-- Work task --
Each line below from the one containing "path.moveTo(r[0], r[1]);" through the one containing "function drawText(font, color, halo, rows, align" is to be given again exactly, and no line outside that span.

-- Information --
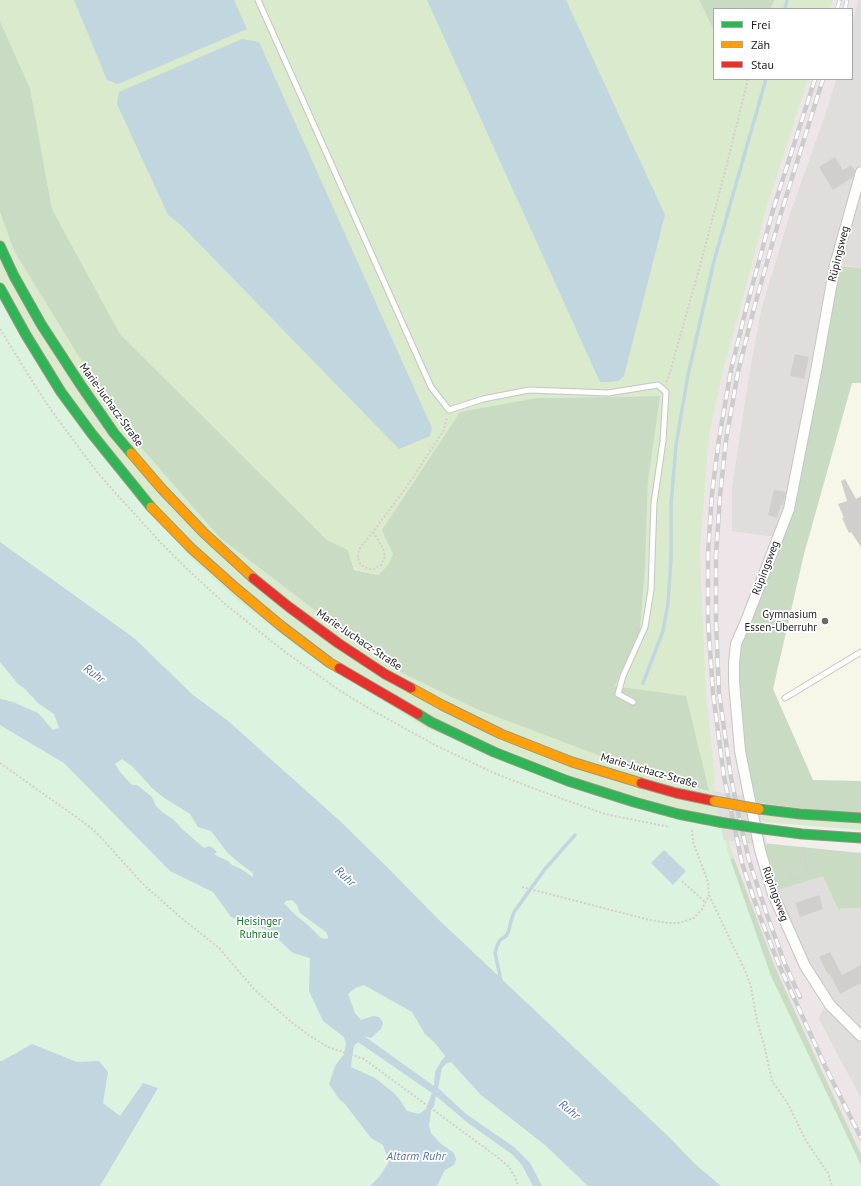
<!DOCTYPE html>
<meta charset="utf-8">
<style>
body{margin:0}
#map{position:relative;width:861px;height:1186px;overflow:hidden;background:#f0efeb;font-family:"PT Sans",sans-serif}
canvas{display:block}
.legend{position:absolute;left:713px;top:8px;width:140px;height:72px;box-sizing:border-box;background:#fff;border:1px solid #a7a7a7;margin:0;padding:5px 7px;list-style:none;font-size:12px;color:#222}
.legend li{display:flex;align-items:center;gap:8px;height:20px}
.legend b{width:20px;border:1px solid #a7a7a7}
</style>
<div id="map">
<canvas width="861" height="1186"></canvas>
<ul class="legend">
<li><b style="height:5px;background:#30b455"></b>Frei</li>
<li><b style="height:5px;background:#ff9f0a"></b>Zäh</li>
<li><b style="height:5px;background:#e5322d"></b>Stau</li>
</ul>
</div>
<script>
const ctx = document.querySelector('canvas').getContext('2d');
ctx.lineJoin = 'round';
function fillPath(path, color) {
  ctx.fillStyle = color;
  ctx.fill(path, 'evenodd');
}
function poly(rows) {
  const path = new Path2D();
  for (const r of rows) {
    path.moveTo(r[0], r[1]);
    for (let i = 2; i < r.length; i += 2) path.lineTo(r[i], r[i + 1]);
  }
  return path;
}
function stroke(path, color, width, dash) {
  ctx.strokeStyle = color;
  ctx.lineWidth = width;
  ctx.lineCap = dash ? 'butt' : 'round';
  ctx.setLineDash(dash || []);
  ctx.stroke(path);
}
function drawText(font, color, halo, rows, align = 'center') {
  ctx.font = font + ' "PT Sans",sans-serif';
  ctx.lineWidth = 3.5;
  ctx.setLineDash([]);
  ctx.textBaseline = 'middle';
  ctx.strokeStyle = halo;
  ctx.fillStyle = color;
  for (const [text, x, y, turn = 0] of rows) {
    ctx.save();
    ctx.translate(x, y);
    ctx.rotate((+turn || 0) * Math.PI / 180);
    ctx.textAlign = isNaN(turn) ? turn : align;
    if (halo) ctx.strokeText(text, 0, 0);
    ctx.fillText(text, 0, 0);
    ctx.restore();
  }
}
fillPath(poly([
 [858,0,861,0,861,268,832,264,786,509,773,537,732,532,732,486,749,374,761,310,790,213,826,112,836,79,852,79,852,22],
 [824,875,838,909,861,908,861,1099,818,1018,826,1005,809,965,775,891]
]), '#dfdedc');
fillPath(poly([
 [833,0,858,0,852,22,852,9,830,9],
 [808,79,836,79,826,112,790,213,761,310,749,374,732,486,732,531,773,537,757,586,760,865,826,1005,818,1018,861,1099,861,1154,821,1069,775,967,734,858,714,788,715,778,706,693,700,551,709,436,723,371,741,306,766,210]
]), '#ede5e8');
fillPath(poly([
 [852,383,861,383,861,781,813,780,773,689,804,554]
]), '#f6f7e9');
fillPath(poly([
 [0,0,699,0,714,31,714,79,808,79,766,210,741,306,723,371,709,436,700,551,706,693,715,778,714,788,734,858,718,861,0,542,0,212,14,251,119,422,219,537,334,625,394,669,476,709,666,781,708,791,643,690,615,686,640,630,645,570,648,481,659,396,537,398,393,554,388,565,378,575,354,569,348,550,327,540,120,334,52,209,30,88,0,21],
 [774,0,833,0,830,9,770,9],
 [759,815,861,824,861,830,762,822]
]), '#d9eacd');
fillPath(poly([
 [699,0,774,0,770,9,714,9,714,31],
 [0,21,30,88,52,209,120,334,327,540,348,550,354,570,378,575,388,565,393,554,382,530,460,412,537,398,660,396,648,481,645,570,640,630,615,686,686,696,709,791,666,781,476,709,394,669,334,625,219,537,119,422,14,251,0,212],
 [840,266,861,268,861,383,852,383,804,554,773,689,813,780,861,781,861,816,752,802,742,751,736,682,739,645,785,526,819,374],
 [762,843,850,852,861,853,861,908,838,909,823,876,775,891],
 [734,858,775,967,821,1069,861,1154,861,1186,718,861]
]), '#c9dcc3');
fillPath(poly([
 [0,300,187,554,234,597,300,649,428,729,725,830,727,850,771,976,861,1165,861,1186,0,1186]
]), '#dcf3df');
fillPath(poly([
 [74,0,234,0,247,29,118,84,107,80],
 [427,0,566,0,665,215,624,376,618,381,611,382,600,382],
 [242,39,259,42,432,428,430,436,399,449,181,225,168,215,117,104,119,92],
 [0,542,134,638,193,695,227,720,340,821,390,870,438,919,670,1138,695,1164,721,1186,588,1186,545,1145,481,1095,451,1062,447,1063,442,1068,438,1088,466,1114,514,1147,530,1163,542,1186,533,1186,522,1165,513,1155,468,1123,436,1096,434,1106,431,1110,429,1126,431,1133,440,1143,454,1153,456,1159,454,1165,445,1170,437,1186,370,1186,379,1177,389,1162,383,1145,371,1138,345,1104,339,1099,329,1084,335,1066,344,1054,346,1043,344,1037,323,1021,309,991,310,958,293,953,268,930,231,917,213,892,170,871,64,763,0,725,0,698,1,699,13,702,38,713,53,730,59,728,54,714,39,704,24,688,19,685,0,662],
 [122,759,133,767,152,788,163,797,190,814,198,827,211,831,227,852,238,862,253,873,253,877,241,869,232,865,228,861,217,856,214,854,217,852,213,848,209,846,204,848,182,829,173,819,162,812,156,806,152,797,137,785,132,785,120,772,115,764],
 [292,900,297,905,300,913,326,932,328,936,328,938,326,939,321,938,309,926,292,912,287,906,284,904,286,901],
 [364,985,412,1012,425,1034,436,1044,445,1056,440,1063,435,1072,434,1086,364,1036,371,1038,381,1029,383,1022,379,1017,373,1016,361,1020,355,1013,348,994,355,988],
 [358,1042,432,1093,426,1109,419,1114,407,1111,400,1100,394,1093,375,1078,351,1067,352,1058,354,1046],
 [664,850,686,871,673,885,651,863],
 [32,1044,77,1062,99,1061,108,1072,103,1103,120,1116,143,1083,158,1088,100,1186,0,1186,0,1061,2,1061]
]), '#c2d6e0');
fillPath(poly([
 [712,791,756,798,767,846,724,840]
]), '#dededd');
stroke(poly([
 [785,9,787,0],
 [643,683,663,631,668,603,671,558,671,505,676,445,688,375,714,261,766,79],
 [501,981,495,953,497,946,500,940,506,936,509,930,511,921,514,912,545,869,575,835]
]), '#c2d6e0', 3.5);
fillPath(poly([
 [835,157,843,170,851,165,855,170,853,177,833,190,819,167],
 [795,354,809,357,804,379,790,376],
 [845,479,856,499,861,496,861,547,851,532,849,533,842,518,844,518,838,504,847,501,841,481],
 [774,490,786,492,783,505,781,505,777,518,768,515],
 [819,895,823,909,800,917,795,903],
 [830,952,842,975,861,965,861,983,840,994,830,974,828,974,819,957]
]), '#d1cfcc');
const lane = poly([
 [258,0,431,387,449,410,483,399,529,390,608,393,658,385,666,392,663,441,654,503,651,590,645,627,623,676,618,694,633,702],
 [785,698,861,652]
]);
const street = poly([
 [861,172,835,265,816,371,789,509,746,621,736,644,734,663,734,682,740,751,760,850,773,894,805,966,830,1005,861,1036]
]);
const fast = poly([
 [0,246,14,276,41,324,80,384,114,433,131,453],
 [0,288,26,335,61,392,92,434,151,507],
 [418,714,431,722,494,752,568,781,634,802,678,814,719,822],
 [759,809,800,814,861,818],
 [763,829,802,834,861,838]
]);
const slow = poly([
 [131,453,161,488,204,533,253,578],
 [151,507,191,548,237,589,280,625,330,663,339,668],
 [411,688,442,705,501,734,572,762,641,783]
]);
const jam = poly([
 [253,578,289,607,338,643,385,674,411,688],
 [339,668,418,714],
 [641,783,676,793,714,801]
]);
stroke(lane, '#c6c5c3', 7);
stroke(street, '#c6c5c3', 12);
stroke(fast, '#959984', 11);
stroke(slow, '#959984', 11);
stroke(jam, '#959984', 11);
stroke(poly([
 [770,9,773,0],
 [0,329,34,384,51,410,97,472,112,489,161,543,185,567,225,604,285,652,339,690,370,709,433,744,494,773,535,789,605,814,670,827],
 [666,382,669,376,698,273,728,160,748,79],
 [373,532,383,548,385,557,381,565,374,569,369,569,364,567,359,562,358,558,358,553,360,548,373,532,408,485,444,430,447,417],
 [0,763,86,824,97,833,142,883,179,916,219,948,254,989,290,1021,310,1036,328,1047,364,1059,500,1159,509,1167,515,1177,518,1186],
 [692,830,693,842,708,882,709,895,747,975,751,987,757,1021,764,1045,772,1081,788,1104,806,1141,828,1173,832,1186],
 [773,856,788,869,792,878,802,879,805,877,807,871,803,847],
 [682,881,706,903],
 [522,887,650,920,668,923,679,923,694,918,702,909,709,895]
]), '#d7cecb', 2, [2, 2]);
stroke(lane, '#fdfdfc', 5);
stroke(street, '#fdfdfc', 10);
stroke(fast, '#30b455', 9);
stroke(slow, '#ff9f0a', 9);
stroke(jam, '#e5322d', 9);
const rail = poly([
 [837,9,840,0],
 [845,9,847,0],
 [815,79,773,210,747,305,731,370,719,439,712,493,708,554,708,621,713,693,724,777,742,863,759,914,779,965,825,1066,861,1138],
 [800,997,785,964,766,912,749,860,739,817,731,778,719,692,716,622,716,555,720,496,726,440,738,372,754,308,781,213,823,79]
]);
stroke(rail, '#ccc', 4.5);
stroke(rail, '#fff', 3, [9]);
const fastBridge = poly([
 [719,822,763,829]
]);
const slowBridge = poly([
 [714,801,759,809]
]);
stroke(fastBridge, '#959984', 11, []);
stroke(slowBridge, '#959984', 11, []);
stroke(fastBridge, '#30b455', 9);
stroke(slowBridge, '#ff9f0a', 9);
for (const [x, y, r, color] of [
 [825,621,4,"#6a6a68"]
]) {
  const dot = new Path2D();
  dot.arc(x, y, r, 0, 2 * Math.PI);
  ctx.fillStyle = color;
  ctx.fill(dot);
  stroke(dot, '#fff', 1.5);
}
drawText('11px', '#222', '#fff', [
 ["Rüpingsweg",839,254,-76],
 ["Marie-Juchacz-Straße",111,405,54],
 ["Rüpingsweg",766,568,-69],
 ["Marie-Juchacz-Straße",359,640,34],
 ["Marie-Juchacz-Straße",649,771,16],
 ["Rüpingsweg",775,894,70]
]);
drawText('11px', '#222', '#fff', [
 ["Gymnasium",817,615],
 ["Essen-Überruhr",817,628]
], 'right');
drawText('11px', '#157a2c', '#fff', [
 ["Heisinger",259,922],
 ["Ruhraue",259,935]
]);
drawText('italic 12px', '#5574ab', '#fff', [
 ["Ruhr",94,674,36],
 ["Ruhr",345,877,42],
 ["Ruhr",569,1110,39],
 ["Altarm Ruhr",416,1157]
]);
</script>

-- Completed task --
    path.moveTo(r[0], r[1]);
    for (let i = 2; i < r.length; i += 2) path.lineTo(r[i], r[i + 1]);
  }
  return path;
}
function stroke(path, color, width, dash) {
  ctx.strokeStyle = color;
  ctx.lineWidth = width;
  ctx.lineCap = dash ? 'butt' : 'round';
  ctx.setLineDash(dash || []);
  ctx.stroke(path);
}
function drawText(font, color, halo, rows, align = 'center') {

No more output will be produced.